Another point, said I-594 leader Stumbo, was the cost—not just in lives, but money. Her $1 million-plus in medical bills were paid by the state, she notes, because “luckily, I was shot at work. I would have been financially ruined if I had been shot in a movie theater or at a school or in a shopping mall or at a cafe.” Then there was the cost of trials and imprisoning, for life, Naveed Afzal Haq, the man who shot her and her co-workers, having gained entry to the secure offices by holding a gun to the head of Stumbo’s teenage niece. “Think of the economic impact alone of just that one shooting,” said Stumbo. “Multiply that by the Washingtonian killed by gunfire every 14 hours. Then add in all of those who were shot and injured but survived like me. Think about the impact of all that gun crime on our state coffers, on our communities, and your constituents.” If expanded background checks reduced those harms by even just 10 percent, she said, over time we will save a treasury in dollars and lives.

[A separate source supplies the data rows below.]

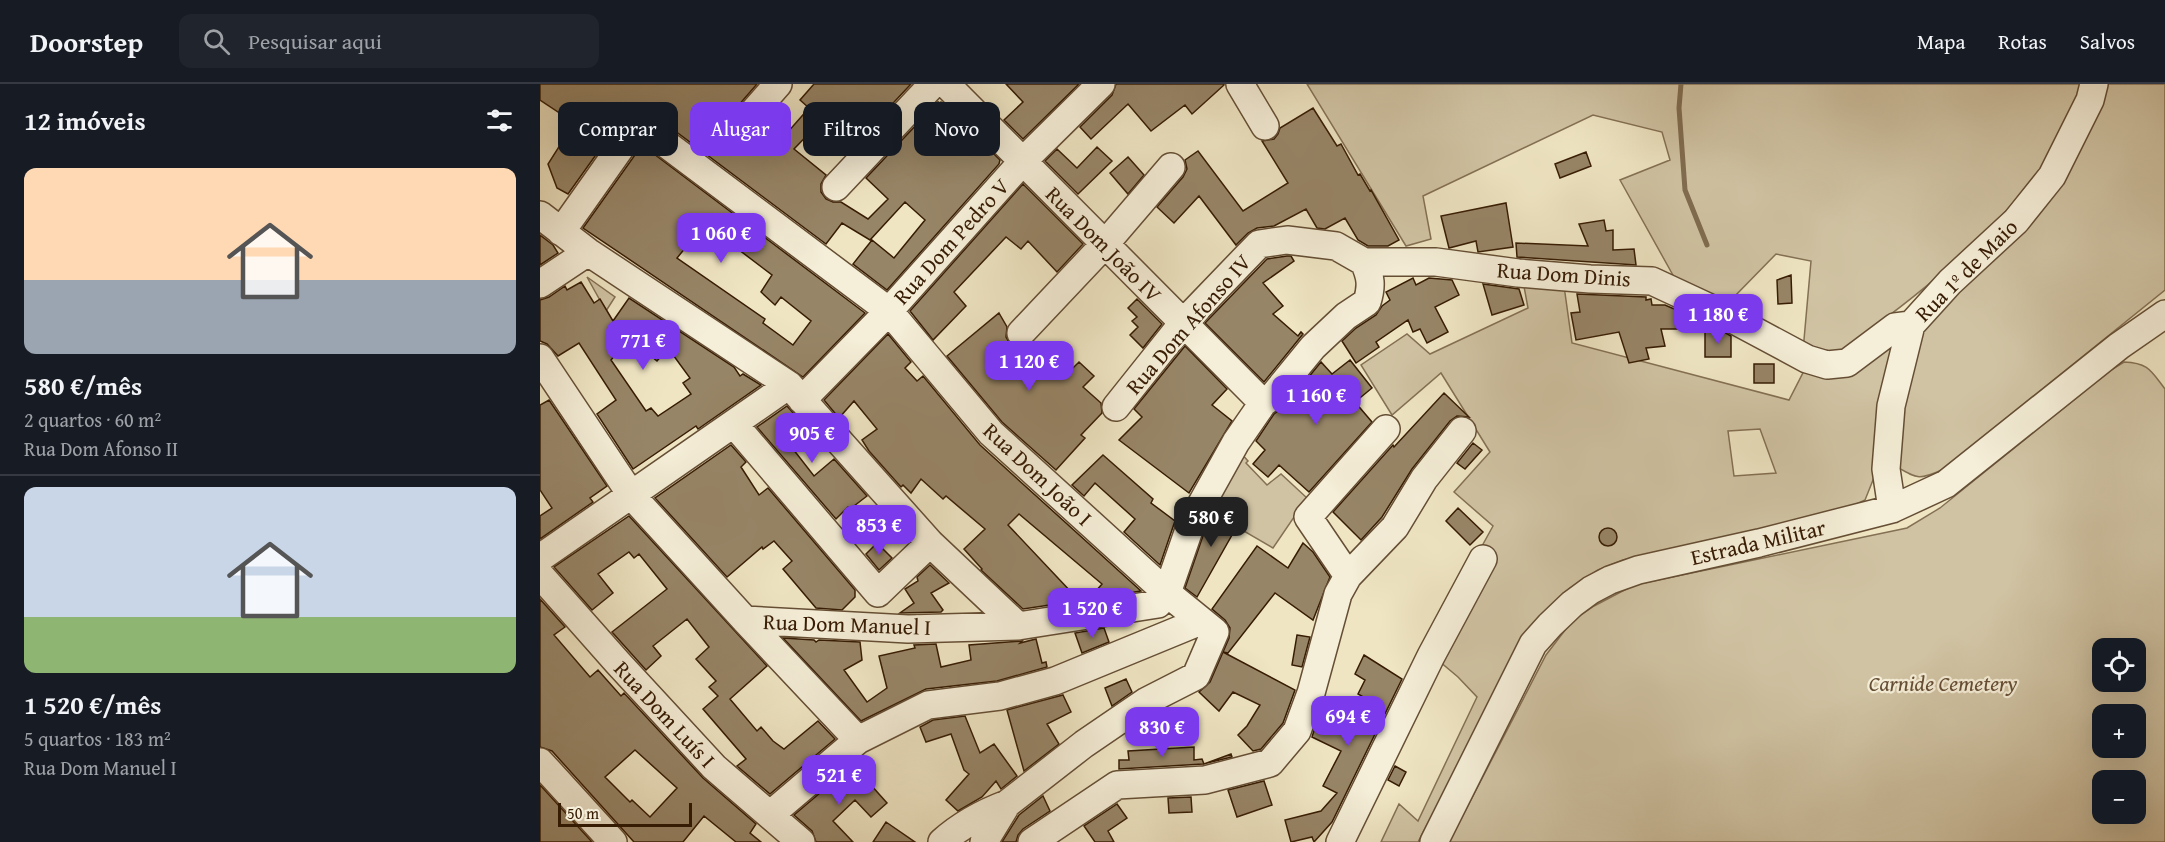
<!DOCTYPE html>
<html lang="pt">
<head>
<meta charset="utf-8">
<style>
	body { margin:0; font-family:"Gentium Book Plus",serif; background:#20242c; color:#f1f3f6; height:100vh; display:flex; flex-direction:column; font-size:22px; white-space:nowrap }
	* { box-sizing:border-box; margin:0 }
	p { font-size:20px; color:#9ea1a6 }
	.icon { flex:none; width:33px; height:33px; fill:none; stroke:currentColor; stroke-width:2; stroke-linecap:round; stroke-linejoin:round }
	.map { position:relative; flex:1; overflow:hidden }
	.details { display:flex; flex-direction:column; background:#171b24; width:540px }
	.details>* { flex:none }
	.top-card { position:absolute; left:18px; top:18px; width:570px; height:54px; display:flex; gap:12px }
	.buttons { position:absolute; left:1552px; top:554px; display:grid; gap:12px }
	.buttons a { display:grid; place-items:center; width:54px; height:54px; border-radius:12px; background:#171b24; box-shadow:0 6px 24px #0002; font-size:30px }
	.scale { position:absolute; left:18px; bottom:15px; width:134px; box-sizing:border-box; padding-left:6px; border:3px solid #371c04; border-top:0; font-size:16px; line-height:21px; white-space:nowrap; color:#371c04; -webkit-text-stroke:4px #f5eed8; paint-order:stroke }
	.price { position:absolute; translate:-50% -51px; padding:0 14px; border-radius:12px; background:#7c3aed; color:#fff; font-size:20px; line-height:39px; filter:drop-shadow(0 2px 3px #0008) }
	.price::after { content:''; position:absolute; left:50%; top:36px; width:18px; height:14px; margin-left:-9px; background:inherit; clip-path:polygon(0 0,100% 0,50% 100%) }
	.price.on { background:#222; color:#fff }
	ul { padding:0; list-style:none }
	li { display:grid; align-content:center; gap:12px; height:318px; padding:0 24px }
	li+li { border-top:2px solid #363941 }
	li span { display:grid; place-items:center; height:186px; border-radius:12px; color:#555 }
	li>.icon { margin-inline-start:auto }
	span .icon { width:108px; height:108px; fill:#fffc; stroke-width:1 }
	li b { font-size:26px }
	h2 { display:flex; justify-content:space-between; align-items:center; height:72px; padding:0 24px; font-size:26px }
	.pill { padding:0 21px; border-radius:12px; background:#171b24; box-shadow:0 6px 24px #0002; font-size:21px; line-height:54px }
	.pill.on { background:#7c3aed; color:#fff }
	header { display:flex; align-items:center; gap:36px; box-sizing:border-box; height:84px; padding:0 30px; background:#171b24; border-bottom:2px solid #363941 }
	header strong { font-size:28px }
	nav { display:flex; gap:33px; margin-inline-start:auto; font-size:21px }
	.search { width:420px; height:54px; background:#20242c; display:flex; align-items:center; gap:15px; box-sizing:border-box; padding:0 21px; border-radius:12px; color:#9ea1a6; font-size:22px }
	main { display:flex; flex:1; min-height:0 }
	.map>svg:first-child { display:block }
</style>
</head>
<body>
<header>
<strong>Doorstep</strong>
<div class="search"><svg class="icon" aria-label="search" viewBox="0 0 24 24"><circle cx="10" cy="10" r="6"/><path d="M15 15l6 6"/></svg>Pesquisar aqui</div>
<nav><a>Mapa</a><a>Rotas</a><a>Salvos</a></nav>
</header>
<main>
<section class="details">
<h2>12 imóveis<svg class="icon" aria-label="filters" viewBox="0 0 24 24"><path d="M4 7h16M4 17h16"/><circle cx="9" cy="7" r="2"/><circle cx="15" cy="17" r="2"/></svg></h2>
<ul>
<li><span style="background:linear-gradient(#ffd9b3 60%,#9aa5b1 0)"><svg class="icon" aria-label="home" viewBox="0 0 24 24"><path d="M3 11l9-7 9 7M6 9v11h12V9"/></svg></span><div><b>580 €/mês</b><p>2 quartos · 60 m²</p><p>Rua Dom Afonso II</p></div></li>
<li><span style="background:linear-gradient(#c9d6e8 70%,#8fb573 0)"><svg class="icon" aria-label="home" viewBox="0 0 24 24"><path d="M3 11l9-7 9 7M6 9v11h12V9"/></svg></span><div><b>1 520 €/mês</b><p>5 quartos · 183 m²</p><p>Rua Dom Manuel I</p></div></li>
</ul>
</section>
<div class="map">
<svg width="1625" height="758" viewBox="0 0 1625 758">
	<rect width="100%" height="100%" fill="#efe5c3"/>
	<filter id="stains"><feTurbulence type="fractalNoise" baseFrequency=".00333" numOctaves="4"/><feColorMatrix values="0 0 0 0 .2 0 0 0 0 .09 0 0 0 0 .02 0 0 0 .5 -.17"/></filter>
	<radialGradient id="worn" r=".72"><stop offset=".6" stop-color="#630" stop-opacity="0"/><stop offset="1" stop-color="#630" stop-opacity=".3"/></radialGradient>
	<path fill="#d0c3a3" stroke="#847054" stroke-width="1.5" fill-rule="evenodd" d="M767,0H1545C1535,21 1527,46 1514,66C1457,151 1375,215 1292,273L1263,267L1271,177L1236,170L1189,218L1134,193L1080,96L1130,76L1122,48L1053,31L883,112L891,155L866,162Z
		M1566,0H1625V206L1402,386C1379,396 1378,395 1357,383L1363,304L1378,253Z
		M47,193L75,213L66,227Z
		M983,197L1024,202L1032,259L1249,316L1266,283L1356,257L1335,391L1325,416L1291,432L1083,476L1058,486L1030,504L1001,531L932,655L878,758H841L859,720L878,737L937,613L918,593L899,577L942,462L953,442L914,408L950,368L901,289L852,331L821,281L867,250L890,270L988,224ZM1220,345L1236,389L1194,392L1188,347Z
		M1584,278C1609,279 1611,287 1625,305V758H909L1006,571L1032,537L1054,522L1094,501L1367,444L1400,424L1571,286ZM1563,564H1596V597H1563ZM1563,630H1596V663H1563ZM1563,696H1596V729H1563Z
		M700,368L708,377L706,379L727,401L741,390L767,414L733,464L702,446L707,434L673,410Z"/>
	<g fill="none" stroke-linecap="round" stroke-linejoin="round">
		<path stroke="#806c50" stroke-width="5" d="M1141,0L1139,24L1145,106L1167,161"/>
	</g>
	<path fill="#978567" stroke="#371c04" stroke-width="1.5" fill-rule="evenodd" d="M0,0H217L198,22L195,30V38L200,44L206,47H214L230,33L247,49L269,24L260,16L274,0H371L311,64L281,37L254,65L286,91L281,100V108L286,115L293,118H301L328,135L348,115L326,94L398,18L400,19L401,18L460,76L459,80L347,206L313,180L332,156L354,174L385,136L365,118L330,156L302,139L286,160L107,26L99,23L91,25L85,30L28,110L17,104L8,80L29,47L25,44L30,36L0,16Z
		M466,0H539L483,55L464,36L483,18Z
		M576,0H684V1L652,30L645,21L611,47L588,20L551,55L540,43L572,11Z
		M773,24L797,62L801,60L818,91L820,90L830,107L831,106L859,156L848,162H828L818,156L805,134L785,145L777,144L766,125L734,142L717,144L708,149L696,161L659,112L634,139L617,123L643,93L647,85L645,76L658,67L703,127L748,99L722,57L734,55L738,50L740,44Z
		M102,61L325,229L263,293L43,144ZM165,140L232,191L221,208L235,221L241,213L271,237L253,261L223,239L225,235L137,174Z
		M557,63L572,77L538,110L505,77L517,65L537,84Z
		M1046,68L1051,82L1020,94L1015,80Z
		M588,73L604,91L588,110L570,89Z
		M483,100L543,160L517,188L488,157L481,165L466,153L414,208L426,222L393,256L370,227Z
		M966,119L973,163L938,168L936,157L909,164L901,132Z
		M1064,136L1066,147L1073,146V166L1094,165L1096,181L977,173L976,159L1048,162L1039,140Z
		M0,151L13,161L18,169L0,181Z
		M747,172H751L754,177L723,199L743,222L733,230L758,252L761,248L763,250L724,298L665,239L727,175Z
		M1251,191L1252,219L1238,220L1237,196Z
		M873,194L876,201L889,194L912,196L919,211L895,223L908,248L887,259L880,245L873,248L868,236L836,258L839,263L816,279L802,257L816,244L836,231L842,222L850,216L846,208Z
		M41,198L54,219L60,215L73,237L89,214L194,283L200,292L203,290L221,301L158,345L156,342L93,385L57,330L76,316L39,259L18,272L7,260L0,257V216L9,213L25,202L27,206ZM89,254L117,277L128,264L150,294L143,299L151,310L118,332L111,324L106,327L71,276Z
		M943,200L979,205L984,221L952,231Z
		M1037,210L1106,213V216L1111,215L1112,221H1125L1148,231V245H1121L1125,262L1106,264L1109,275L1089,279L1079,248L1036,256L1031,229L1040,228Z
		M597,215L622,240L603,264L590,251L598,243L592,237L597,233L588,224Z
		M459,229L467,243L466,253L470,260L477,264H486L502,282L515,270L530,287L539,278L554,292L543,303L561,319L562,329L541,351L545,354L516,386L462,338L407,272Z
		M1165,248H1184L1191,252V273H1165Z
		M348,250L371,278L365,284L377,297L383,292L440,361L601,507L549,515L562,500L479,430L468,441L533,510L523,519L483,525L441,486L442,485L424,465L445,445L406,412L403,415L381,395L371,409L363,401L361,403L329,367L322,356L337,345L314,317L299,334L284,316Z
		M645,262L687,305L672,321L692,337L649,409L579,356L602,333L594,325Z
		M810,276L832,304L815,318L832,338L769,408L739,381L728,393L713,380L725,366L716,357L734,330L745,322L781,278L792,290Z
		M1214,280H1234V299H1214Z
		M904,309L929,333L917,332L910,337L872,385L842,433L821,456L793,428L853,361L854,363Z
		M9,316L67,402L50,414L53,418L0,455V432L12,424L0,406V321Z
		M247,322L270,348L253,365L274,392L294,375L327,412L310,425L308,423L296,435L217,343Z
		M933,359L942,366L925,385L917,379Z
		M191,361L206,378L201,383L219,411L228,404L315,506V513L302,526L276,524L243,485L252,477L234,457L223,465L222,463L187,493L115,414Z
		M563,371L613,415L611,419L635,437L620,481L584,448L595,435L555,399L544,412L532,401Z
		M678,422L701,435L657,513L645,504L666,443Z
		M918,424L943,448L930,461L906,437Z
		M89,432L227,582L190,615L217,647L221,643L233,657L244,665L278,637L295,655L230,710L197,682L206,675L163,625L178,612L169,603L176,597L156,575L169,563L147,535L113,562L121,572L106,586L72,548L127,505L99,470L94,474L89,468L58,490L73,509L52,526L14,483Z
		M1059 453a9 9 0 1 1 18 0a9 9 0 1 1-18 0Z
		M337,459L352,474L339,486L326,470Z
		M763,459L773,468L790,493L773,536L735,509L688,569L683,568L689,554L690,544L685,536L672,525L717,462L748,484Z
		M390,481L409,499L391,509L403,526L401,528L360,529L374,519L365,505L378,497L377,493Z
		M0,515L25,543L14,551L50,593L58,586L81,612L84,609L163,694L216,740L210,749L221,758H196L164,732L143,758H94L12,667L0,663ZM95,666L137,704L110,733L92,716L90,718L65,693Z
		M564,544L569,558L542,569L535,549Z
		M757,551L770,553L762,583L752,581Z
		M243,554L274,556L276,558L279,556L320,558L322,576L304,586L327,618L347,604L339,572L375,564L374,561L396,560L401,583L431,576L429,561L482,557L480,559L496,555L502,579L506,578L507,583L457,597L386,605L321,637Z
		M683,568L755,606L743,639L721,665L713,667L698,651L707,642L720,621L693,608L679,627L659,608L670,598Z
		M824,571L862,595L792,738L774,758L772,753L751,758L745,736L781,727L797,709L783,702L801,667L772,653L777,637L789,643L794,632L818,643L832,618L818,610L825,596L815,590Z
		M586,595L592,608L572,622L565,604Z
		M523,611L531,628L507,640L519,660L484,687L467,626Z
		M425,632L440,669L454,660L477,692L461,705L456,697L442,713L418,727L406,716L429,690L424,686L411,650L386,658L380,643L393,636Z
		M654,663V676L662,675L664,680L691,670L692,673L663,680L579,685V676H589L588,667Z
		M313,681L347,719L331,733L315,716L293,737L313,758H276L272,747L254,731Z
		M855,682L866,688L859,702L848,696Z
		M724,697L732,721L697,733L688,706Z
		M0,701L52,758H0Z
		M503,712L510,727L483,745L478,751L476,758H462L479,731Z
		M651,713L652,728L629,729L628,714Z
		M577,720L587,734L568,747L574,758H555L544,742Z
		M346,738L375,758H333Z"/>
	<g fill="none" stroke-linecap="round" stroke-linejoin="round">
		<g stroke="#654e34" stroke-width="30">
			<path id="minor" d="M406,0L723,319
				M700,0L725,42
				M210,32L238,0
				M296,103L393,0
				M0,131L48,168L249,301L390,459L478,542
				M21,148L98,39L349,227L451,349L627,509L675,548L656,592L607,617L544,660L467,720L444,758
				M0,200L48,168
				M481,249L565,160L631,83
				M0,274L92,412L205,536L368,545L478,542L618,520L627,509L652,437L696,358L723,319L733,312L773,263L806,232L827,218C832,202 831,193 824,178
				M262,316L349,227L483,77L561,0
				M576,323L643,239L719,160L747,156L796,162L824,178H896L978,189L1050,195L1112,197L1185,231L1267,275L1287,281L1307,279L1355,243L1371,241
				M194,340L338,509L390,459
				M1352,425L1346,385L1351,322L1371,241L1410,198L1476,137L1512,92L1550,16L1554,0
				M0,474L249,301
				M0,491L78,579L174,683L261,758
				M808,492L768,433L846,345
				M205,536L318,656
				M0,678L73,758
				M230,731L318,656L388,621L460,612L515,597L661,537
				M402,758C421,741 443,729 467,720
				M492,758L577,701L665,696L730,679L757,647L771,609L798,510L808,492L855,443L884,395L922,347
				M800,758L891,572L943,475
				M894,758L993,560L1010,541L1032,520L1051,506L1070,496L1098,486L1219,459L1352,425L1406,400L1579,262L1625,230"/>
		</g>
		<use href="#minor" stroke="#f5eed8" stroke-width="27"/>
	</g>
	<g text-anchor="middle" stroke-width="4.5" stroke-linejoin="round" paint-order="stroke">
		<g font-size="22" fill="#371c04" stroke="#f5eed8">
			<text transform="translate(411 157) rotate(-48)" y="8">Rua Dom Pedro V</text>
			<text transform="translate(564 160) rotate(45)" y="8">Rua Dom João IV</text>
			<text transform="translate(1426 186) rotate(-45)" y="8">Rua 1º de Maio</text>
			<text transform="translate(1024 190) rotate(4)" y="8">Rua Dom Dinis</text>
			<text transform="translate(648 240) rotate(-49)" y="8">Rua Dom Afonso IV</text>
			<text transform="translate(498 390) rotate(43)" y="8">Rua Dom João I</text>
			<text transform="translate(1218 458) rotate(-13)" y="8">Estrada Militar</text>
			<text transform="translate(307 540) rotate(2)" y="8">Rua Dom Manuel I</text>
			<text transform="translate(125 630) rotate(47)" y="8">Rua Dom Luís I</text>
		</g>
		<g font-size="22" font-style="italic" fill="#654e34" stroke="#f5eed8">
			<text x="1403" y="607">Carnide Cemetery</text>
		</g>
	</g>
	<rect width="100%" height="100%" filter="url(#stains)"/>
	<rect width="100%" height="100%" fill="url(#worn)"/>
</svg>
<div class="buttons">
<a><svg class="icon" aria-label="locate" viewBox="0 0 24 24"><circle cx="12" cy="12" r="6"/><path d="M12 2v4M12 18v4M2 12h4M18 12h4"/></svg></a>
<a>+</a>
<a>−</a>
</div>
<div class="scale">50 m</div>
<b class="price" style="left:181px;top:180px">1 060 €</b>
<b class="price" style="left:1178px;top:261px">1 180 €</b>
<b class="price" style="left:103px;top:287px">771 €</b>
<b class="price" style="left:489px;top:308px">1 120 €</b>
<b class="price" style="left:776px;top:342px">1 160 €</b>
<b class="price" style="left:272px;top:380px">905 €</b>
<b class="price on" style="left:671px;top:464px">580 €</b>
<b class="price" style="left:339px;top:472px">853 €</b>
<b class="price" style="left:552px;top:555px">1 520 €</b>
<b class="price" style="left:808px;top:663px">694 €</b>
<b class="price" style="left:622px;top:674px">830 €</b>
<b class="price" style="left:299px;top:722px">521 €</b>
<div class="top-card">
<a class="pill">Comprar</a>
<a class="pill on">Alugar</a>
<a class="pill">Filtros</a>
<a class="pill">Novo</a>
</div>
</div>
</main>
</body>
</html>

But like all the other arguments offered during the hearing, Stumbo’s fiscal appeal is unlikely to result in action. The dialogue of emotion and statistics and entrenched opinion promises to continue, but the two proposals will inevitably head for a fall statewide vote, likely to pass through Olympia untouched by wary lawmakers, who have the political option of turning initiatives into law rather than sending them to a public vote.

Nonetheless, Gabby Giffords spoke, in a voice struggling for volume and enunciation.

“Thank you for inviting me here today,” she said in a thin, sing-song cadence after her husband introduced her. She leaned into the microphone in the near-stillness of whirring and clicking cameras. “The last few years have been hard,” she was saying when her tongue twisted. “I feach every day fulfluvful and you shan too,” is how it sounded from the 43-year-old gunshot victim who has spent the past two years relearning how to walk, talk, read, and write.

She pushed on. “Stopping gun violence takes courage, the courage to do what’s right, the courage of new ideas. I’ve seen great courage when my life was on the line. Now is the time to come together, be responsible. Democrats, Republicans, everyone, we must never stop fighting.” She shook a frail fist. “Fight fight fight,” she said just above a whisper. “Be bold, be courageous, the nation is counting on you. Thank you.”